[self-interest] Performance figures interesting
cstb
jas at cruzio.com
Wed May 10 06:10:08 UTC 2006
At 08:38 PM 5/9/2006, Michael Latta wrote:
>It is definitely not a good idea to take such a micro benchmark too
>seriously. This was just what I had available that could be run on this
>many different Smalltalk VMs.
>
>I would think that the two machines are basically well matched in
>performance, given similar architectures and clock rates for CPU and memory.
>If anything the Mac should be faster given the 1Ghz FSB per CPU.
>
>What did get my attention is that the Self version we have (10 years old) is
>not keeping up with even the more simple implementations available from
>Squeak and VisualWorks. I expect that the Klein VM will do better, but even
>that will only have research level support, so there will be lots of things
>that never get done.
>
>I am struggling with the issues of better technology vs. industry momentum
>on many levels these days, and this is just one example where the lack of
>resources seems to be limiting the success of the technically better
>solution. I like the concept of Self better than Smalltalk (directly
>manipulating instances rather than all behavior and structure organized into
>classes), and I much prefer Smalltalk to Java or C#. Unfortunately the
>expectations on all applications are rising and the Smalltalk based
>technologies are not keeping pace.
Specific areas that are/will/might impact you?
(other than UI?)
> The UI frameworks in Smalltalk can not
>do the things that WPF in C# can do.
Such as?
Also, have you tried Dolphin Smalltalk? (windows only).
The UI is excellent.
> The level of polish on VisualWorks is
>not competitive with Eclipse for Java.
Depends how one defines polish.
Yes, VW is still playing catch-up in terms of look-and-feel.

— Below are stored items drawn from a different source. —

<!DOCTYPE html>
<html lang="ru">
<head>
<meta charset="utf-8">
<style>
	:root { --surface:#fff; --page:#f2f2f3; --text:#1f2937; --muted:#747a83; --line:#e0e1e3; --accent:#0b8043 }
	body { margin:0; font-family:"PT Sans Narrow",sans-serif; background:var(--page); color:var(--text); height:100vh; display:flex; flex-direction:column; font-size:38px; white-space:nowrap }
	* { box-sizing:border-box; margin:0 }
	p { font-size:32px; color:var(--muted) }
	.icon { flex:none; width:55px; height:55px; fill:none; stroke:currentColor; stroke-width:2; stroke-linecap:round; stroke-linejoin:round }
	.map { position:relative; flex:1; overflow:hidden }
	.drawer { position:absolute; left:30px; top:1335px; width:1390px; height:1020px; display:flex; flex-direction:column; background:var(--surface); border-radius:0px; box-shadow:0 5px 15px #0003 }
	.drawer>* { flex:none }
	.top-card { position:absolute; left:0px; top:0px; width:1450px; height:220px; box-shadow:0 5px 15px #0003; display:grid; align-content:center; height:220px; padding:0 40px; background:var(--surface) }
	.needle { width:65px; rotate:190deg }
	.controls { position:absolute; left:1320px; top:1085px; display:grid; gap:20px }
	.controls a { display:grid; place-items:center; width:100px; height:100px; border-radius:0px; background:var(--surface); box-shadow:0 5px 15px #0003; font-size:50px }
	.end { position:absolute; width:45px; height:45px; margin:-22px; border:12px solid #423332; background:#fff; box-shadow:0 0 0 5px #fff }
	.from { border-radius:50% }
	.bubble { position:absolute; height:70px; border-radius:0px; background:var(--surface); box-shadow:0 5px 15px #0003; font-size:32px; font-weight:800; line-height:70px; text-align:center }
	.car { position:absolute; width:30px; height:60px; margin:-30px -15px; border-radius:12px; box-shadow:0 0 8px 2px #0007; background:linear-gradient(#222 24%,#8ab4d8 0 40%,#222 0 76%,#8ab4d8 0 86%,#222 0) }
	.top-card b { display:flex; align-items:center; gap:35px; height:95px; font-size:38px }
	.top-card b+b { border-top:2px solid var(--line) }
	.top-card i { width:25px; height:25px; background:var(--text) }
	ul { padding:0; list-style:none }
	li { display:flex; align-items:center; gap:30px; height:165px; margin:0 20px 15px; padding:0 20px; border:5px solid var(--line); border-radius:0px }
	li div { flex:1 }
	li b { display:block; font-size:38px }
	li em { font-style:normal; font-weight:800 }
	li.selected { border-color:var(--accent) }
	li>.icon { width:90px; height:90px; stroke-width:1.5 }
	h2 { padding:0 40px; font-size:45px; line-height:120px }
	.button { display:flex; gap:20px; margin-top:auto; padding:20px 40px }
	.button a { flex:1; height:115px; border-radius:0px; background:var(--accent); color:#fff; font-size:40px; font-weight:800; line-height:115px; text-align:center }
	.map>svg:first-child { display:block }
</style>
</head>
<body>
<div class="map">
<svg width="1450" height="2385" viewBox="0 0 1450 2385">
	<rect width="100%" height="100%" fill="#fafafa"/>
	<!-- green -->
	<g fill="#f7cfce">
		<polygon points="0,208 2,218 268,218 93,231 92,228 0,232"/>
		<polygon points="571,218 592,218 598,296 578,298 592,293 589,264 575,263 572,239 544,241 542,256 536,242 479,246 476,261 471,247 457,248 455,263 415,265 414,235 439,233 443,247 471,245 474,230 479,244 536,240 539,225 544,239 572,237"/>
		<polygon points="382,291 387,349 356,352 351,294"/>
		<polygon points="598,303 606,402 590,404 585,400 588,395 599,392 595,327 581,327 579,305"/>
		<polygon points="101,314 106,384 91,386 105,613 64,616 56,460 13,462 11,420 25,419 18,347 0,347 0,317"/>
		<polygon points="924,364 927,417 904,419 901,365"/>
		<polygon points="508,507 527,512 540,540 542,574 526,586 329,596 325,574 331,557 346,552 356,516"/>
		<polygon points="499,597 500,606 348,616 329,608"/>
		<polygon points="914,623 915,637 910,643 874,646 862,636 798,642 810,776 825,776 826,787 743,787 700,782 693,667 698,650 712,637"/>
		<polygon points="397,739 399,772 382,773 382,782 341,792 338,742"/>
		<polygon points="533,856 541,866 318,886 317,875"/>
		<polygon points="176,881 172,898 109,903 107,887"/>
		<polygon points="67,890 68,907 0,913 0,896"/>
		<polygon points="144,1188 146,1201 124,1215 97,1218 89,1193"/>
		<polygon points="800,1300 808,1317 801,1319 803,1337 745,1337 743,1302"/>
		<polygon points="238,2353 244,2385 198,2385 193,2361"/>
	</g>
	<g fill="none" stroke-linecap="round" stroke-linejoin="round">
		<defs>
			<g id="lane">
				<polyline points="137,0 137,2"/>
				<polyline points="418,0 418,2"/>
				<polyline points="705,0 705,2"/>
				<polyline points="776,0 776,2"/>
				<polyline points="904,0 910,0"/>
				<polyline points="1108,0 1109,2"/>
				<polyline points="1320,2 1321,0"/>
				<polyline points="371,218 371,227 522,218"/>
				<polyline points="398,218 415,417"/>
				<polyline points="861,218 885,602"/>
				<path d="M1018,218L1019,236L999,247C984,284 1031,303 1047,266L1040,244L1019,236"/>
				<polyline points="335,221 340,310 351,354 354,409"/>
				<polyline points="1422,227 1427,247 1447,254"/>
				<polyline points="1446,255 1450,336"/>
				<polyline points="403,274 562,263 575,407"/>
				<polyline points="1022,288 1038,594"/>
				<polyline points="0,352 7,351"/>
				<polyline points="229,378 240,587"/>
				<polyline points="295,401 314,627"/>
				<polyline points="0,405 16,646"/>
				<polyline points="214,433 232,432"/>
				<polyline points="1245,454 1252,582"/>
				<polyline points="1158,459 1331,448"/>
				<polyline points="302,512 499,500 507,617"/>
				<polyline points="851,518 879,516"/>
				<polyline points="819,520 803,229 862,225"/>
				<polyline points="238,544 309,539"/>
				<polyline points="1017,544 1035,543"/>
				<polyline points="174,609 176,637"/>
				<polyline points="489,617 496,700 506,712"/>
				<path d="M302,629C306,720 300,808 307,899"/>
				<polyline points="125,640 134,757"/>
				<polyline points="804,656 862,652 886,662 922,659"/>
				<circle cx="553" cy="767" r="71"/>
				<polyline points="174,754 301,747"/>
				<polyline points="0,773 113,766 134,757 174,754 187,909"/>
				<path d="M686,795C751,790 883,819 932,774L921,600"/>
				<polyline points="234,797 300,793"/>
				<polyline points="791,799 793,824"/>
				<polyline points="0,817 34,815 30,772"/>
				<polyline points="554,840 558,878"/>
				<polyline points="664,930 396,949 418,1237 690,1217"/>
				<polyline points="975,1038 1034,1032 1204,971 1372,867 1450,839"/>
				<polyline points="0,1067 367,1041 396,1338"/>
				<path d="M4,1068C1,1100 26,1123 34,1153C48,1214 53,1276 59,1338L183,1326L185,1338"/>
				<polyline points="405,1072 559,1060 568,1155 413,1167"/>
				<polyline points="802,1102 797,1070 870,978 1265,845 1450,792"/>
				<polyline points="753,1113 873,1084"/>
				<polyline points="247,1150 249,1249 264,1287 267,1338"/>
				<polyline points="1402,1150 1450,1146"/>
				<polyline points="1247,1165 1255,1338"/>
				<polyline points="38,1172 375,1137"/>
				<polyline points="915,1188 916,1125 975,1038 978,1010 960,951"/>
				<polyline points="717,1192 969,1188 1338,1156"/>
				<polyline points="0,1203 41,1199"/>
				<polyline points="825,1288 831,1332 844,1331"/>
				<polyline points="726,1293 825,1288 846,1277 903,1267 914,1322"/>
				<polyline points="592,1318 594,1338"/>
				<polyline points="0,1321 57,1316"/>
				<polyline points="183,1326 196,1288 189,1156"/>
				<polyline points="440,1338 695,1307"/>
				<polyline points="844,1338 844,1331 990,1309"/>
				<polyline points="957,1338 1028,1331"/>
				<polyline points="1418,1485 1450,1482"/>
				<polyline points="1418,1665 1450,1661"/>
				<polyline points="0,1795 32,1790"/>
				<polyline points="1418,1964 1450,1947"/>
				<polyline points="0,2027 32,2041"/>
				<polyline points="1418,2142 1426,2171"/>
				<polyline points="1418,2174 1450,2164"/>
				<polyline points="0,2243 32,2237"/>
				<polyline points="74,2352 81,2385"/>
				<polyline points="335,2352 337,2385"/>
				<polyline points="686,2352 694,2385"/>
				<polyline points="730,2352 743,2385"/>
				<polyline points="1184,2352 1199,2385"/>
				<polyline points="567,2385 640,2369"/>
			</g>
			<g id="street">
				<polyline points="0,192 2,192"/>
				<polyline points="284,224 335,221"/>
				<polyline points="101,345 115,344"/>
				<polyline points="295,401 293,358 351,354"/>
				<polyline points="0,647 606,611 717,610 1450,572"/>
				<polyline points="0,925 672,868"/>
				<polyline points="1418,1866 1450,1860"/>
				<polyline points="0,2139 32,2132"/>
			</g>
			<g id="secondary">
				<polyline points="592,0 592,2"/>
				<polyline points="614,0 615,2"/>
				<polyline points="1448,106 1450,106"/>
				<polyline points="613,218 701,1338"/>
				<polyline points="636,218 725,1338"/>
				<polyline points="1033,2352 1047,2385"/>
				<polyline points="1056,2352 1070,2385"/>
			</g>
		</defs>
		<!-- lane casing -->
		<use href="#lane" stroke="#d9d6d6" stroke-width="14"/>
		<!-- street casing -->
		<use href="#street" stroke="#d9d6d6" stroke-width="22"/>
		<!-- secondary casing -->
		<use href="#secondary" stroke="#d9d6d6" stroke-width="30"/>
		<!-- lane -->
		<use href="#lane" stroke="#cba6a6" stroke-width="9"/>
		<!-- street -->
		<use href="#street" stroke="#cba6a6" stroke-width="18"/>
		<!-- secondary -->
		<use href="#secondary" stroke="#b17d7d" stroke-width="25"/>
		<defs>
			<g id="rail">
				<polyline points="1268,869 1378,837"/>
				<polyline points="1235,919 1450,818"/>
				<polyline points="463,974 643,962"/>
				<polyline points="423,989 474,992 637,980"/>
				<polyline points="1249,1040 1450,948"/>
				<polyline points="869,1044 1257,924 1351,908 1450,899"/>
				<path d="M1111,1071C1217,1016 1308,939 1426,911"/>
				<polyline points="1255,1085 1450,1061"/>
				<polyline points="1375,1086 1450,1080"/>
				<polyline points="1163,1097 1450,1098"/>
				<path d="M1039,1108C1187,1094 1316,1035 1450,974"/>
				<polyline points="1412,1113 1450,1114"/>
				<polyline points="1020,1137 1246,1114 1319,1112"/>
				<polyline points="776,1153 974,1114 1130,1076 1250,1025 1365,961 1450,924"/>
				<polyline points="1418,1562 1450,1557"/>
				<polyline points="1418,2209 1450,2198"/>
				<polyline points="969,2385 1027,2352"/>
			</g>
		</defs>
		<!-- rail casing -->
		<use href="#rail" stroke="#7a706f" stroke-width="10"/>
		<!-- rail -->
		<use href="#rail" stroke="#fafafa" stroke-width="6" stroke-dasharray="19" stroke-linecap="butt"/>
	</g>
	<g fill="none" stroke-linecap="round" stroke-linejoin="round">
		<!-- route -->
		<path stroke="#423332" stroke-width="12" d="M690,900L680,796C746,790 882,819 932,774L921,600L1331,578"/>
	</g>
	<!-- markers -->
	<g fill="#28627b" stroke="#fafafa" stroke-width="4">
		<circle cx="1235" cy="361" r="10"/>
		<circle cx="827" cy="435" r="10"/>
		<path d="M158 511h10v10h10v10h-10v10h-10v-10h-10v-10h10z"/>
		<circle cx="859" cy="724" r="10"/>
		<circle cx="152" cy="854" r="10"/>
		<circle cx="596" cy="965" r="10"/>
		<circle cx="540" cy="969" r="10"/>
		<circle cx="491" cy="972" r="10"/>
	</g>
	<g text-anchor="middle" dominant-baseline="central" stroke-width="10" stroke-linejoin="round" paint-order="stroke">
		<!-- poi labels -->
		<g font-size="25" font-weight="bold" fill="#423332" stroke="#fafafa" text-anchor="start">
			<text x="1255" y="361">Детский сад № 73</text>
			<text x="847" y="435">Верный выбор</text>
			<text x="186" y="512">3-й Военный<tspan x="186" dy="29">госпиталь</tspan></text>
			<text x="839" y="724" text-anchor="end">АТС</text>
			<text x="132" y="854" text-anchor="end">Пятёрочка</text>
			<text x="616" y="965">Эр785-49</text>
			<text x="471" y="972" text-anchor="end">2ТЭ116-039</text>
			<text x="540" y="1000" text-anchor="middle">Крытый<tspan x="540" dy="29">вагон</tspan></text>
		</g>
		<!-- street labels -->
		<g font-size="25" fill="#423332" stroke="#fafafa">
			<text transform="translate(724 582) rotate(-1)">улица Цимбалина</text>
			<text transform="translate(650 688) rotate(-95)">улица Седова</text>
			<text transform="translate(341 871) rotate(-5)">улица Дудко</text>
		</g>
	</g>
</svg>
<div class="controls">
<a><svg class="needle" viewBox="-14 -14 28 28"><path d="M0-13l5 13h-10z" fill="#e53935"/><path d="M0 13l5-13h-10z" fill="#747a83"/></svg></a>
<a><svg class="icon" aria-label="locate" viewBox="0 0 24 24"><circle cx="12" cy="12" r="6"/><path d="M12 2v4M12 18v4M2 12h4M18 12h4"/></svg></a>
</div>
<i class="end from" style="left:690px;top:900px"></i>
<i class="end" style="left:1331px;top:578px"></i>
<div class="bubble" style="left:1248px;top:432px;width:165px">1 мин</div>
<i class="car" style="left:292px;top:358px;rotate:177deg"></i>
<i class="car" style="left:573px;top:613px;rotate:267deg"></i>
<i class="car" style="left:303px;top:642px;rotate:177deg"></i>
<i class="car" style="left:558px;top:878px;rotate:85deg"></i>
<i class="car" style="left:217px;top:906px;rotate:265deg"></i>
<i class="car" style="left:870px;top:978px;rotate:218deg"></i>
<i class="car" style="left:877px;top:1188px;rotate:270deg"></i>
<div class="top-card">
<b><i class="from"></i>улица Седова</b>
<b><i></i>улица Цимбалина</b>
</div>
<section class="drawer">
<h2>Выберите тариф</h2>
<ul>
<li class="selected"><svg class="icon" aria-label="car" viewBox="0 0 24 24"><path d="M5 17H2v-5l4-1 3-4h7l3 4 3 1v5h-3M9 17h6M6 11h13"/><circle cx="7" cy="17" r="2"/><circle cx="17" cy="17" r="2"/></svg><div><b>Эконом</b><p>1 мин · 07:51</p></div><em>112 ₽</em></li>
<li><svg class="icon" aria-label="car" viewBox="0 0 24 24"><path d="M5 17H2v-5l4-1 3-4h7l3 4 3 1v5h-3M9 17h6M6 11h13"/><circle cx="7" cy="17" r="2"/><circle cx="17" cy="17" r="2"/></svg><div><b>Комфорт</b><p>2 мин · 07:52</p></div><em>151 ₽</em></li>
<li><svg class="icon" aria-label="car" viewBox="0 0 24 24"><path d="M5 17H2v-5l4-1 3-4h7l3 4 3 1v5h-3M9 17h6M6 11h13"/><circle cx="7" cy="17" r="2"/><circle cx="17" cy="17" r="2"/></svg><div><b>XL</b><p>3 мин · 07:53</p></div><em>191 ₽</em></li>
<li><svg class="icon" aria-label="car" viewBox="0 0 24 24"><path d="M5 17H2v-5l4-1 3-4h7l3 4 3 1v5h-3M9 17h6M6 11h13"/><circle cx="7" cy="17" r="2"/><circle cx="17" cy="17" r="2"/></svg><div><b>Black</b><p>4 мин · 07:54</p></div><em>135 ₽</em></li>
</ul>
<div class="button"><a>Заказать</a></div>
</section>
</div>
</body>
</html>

But it still eclipses Eclipse in terms of operation.
Which version of VisualWorks?
> At the same time I can solve
>problems faster in Smalltalk and do things that the more mainstream systems
>can not come close to doing.
>
>For Smalltalk to survive
"survive" is perhaps not the right concern.
It has so far outlived ALL the competition (in years of service),
and still processes a large percentage of the world's 'critical'
work.
> it needs better connectivity to other technologies
true.
>like Java, C#,
debatable...
> and web services,
meaning?
> and there needs to be more invested into
>making it competitive in terms of quality and performance.

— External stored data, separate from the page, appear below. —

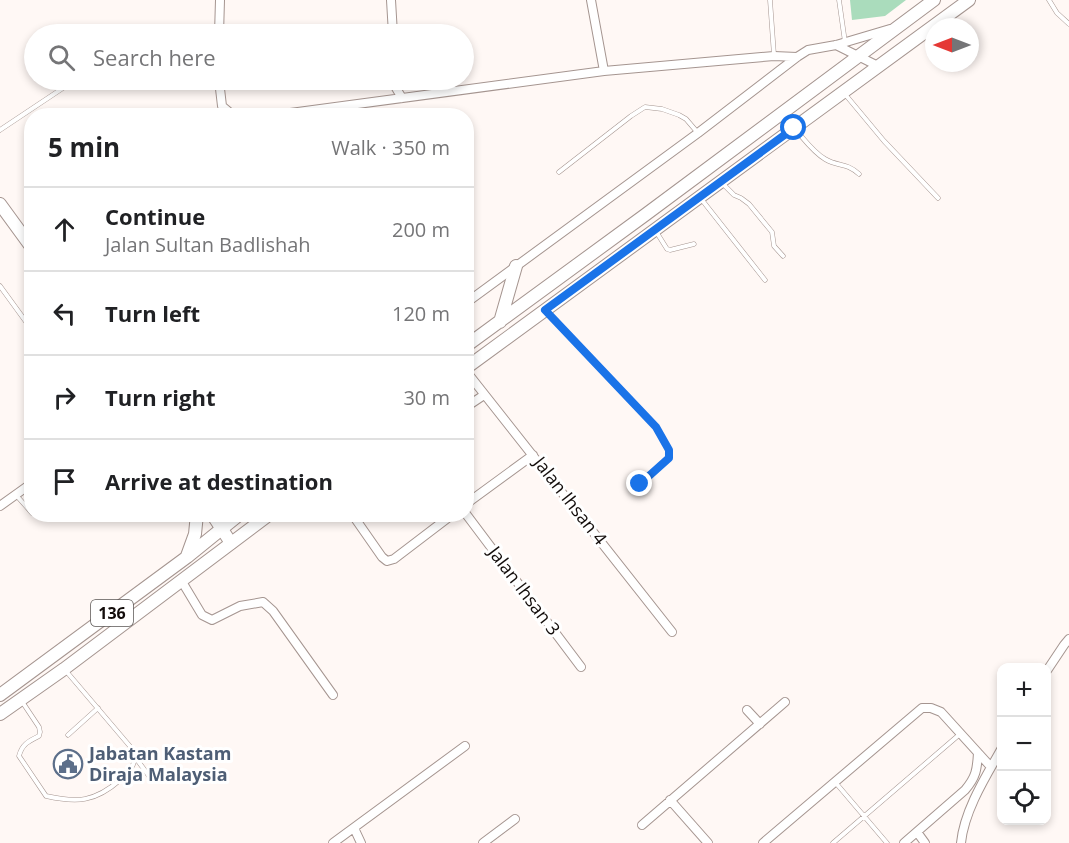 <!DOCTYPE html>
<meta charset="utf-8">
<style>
body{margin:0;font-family:"Open Sans",sans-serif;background:#f2f2f2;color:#202124}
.controls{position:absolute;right:18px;bottom:18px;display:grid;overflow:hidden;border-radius:12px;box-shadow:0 3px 9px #0003}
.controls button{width:54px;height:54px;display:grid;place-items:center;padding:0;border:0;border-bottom:2px solid #e0e0e0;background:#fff;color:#202124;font:30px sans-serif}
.compass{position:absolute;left:925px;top:18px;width:54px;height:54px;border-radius:50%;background:#fff;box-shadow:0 3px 9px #0003;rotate:270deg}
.stop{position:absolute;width:18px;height:18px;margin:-14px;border:4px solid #1a73e8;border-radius:50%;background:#fff}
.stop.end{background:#1a73e8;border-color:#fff;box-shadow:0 2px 6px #0008}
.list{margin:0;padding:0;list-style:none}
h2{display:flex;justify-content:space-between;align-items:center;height:78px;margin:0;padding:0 24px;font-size:26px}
h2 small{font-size:20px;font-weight:400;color:#757577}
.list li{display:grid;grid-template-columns:39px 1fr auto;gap:18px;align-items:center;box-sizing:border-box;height:84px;padding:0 24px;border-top:2px solid #e0e0e0}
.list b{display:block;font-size:22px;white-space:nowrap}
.list p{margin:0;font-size:20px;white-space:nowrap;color:#757577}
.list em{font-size:20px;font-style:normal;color:#757577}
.icon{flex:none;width:33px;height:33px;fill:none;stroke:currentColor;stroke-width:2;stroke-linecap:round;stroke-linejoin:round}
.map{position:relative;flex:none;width:1069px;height:843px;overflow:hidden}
.search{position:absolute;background:#fff;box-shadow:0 3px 9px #0003;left:24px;top:24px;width:450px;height:66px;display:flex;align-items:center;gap:15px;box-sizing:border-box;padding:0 21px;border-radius:33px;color:#757577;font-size:22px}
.panel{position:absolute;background:#fff;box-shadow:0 3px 9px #0003;left:24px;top:108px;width:450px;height:414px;border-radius:24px}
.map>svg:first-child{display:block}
.green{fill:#aadcbc}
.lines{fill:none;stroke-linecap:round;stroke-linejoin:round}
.service-casing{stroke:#a59590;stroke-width:5}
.minor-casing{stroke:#a59590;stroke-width:10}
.secondary-casing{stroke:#a59590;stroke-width:14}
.primary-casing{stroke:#a59590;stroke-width:14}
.service{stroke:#fff;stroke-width:4}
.minor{stroke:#fff;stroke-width:8}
.secondary{stroke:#fff;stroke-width:12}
.primary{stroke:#fff;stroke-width:12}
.route{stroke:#1a73e8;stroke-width:8}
.labels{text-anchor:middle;stroke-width:6;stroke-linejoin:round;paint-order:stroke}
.shield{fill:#fff;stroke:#5a5654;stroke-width:1.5}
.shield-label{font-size:16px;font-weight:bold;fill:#130d0b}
.street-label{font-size:18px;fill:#130d0b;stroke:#fff}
.service-label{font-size:18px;font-weight:bold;fill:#4e5e75;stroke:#fff;text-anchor:start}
</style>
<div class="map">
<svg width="1069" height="843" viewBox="0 0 1069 843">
<rect width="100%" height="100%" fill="#fff8f5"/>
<path class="green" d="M 850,0 L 906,0 L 885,16 L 852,20 Z"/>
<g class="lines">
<g class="service-casing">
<path id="service" d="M 770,0 L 774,55
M 839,0 L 845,42
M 1049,0 L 1057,13 L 1069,24
M 844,93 L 884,141 L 938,198
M 795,129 C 804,139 813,152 825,159 C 838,167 846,162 859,174
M 0,130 L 75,80
M 559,172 L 631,116 L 645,107 L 662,109 L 679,115 L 686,119 L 698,133
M 723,184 L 734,195 L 741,198 L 749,204 L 772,232 L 774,246 L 783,256
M 702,200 L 765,280
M 657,233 L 667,249 L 670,250 L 694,244
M 0,286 L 32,330
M 547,312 L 656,427 L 669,450 L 669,458 L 640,484
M 16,495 L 32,513
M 66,671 L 134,751 L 135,757 L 149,776
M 23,703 L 39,727 L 40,732 L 39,736 C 29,741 22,744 19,756 L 46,796 C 77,803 95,802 120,780 C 127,773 134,768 135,757
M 68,735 L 98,708
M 835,782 L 887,843
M 833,843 L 960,734"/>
</g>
<g class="minor-casing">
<path id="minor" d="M 391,0 L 393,34
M 591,0 L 604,71
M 219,34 L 220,0
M 836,45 L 878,66
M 219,80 L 222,106 L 234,116
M 395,80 L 396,88 L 402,98
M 268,116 L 604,71 L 774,56 L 797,57
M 466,303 L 698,133 L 797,57 L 808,50 L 836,45 L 890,29
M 466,371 L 672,632
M 466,407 L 484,395
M 466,504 L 533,455
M 0,506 L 32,483
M 352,514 L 382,557 L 387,561 L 394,559 L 453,514
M 466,514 L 581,667
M 181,580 L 202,615 L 212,620 L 240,606 L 263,602 L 273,611 L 333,695
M 1046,672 L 1064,645 L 1069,639
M 747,710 L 760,724
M 670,800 L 708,843
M 642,825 L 785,702
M 354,828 L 361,843
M 917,832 L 925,843
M 333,843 L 465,746
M 483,843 L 515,819
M 763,843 L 922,708 L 931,708 L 941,712 L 991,767
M 904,843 L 965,790 C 976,777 977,770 978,753
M 961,843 C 964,811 986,776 1002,748"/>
</g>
<g class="secondary-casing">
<path id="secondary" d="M 0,204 L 32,248
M 212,514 L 231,543"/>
</g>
<g class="primary-casing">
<path id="primary" d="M 500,322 L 516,266
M 466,346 L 645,215 L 934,0
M 466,368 L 969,0
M 187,556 L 195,534 L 197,514
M 0,695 L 187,557 L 240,514
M 0,714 L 64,669 L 270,514"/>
</g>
<use href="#service" class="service"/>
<use href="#minor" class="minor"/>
<use href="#secondary" class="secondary"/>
<use href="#primary" class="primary"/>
</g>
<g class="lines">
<path class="route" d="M 640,484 L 669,458 L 669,450 L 656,427 L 545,310 L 794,128"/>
</g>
<defs>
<g id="civic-ring" transform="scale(1.5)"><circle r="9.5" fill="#fff" stroke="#5c6f8a" stroke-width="1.5"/><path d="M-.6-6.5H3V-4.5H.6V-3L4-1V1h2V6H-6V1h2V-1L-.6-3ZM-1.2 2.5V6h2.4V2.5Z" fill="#5c6f8a"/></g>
</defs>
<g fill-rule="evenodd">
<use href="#civic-ring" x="68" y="764"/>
</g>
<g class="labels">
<rect class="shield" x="91" y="600" width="42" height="26" rx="4.5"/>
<g class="shield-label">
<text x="112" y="619">136</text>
</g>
<g class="street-label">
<text transform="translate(570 501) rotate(52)" y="6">Jalan Ihsan 4</text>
<text transform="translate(524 591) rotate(53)" y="6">Jalan Ihsan 3</text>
</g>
<g class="service-label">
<text x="89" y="760">Jabatan Kastam<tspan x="89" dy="21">Diraja Malaysia</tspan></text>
</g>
</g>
</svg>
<div class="controls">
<button>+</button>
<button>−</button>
<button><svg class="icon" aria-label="locate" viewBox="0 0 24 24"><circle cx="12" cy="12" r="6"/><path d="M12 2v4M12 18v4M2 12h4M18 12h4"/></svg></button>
</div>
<svg class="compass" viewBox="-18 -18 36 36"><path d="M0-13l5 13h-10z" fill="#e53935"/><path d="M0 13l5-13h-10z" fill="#757577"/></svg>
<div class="stop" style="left:794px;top:128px"></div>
<div class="stop end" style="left:640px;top:484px"></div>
<div class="search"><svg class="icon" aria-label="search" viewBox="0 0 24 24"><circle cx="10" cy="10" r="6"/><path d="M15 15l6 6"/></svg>Search here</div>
<section class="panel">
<h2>5 min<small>Walk · 350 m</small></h2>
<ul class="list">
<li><svg class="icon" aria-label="ahead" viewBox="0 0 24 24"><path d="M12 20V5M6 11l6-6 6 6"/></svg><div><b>Continue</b><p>Jalan Sultan Badlishah</p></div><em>200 m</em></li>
<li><svg class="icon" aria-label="left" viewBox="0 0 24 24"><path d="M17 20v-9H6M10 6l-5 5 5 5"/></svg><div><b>Turn left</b></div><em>120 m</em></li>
<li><svg class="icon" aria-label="right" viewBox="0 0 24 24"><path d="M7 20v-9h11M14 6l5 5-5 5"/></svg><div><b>Turn right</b></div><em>30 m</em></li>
<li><svg class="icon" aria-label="arrive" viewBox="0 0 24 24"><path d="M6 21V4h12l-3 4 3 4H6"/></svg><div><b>Arrive at destination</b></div></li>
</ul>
</section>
</div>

Seems to me the performance is ok.
And the quality is extraordinary.
VW needs a facelift, which is well underway,
but yes, more investment would be nice --
a catch-22 lurks here, however.
Squeak has problems here, too.
> While users do
>not generally care about what technology a product is built on, the IT
>department does.
But which is the more sane reaction?
> In the enterprise space it needs to fit in.
Politically, technically, or how?
> In the
>end-user space it needs to look credible compared to other applications.
Ideally, sure. For windows only, Dolphin is highly credible in this regard.
Which is superb -- but -- they only need to keep pace with Windows.
Cross platform UI technology is more difficult -> requires more resources.
>Morphic under Squeak is the most polished of the UI options for Smalltalk,
Morphic is the most *interesting* UI for any development environment,
but Dolphin is the most *polished* of the UI options for Smalltalk.
>but does not use native windows,
(Dolphin does)
> and Visual Works which uses native windows,
(VW doesn't -- that's cross platform emulation, switchable to any
look and feel on the fly. It is 'behind' the times, because the
VW team size was reduced to single digit for a number of years,
and the the GUI languished. That situation has improved, but it
will be another year or so before you'll really *see* the result.)
>still has 10 year old refresh bugs that make it look very unprofessional.
(ditto)
>For standalone computers like you are building Jecel it makes more sense
>than for applications trying to exist in a Microsoft/IBM dominated world.
Desktop? Yup - you may need to use Dolphin in this environment.
Headless server? GUI is irrelevant, and VW beats most comers.
>Smalltalk is what got me into computers,
You lucky dog ;-)
Some of us went the long way 'round the barn...
>and I have not found anything I
>like better,
I'll drink to that.
> I just hope I can find ways to keep using it professionally.
Simple. Don't leave home without it.
Ah - you want income, too, I suppose?
That's a bit tougher. Chin up, fight the good fight.
Support the producers of good tools, so they'll produce more.
Resist attempts to migrate (sic) without a rational business case.
Teach someone to program in Smalltalk. Start a Union.
Bang the drum at every opportunity. It will get better.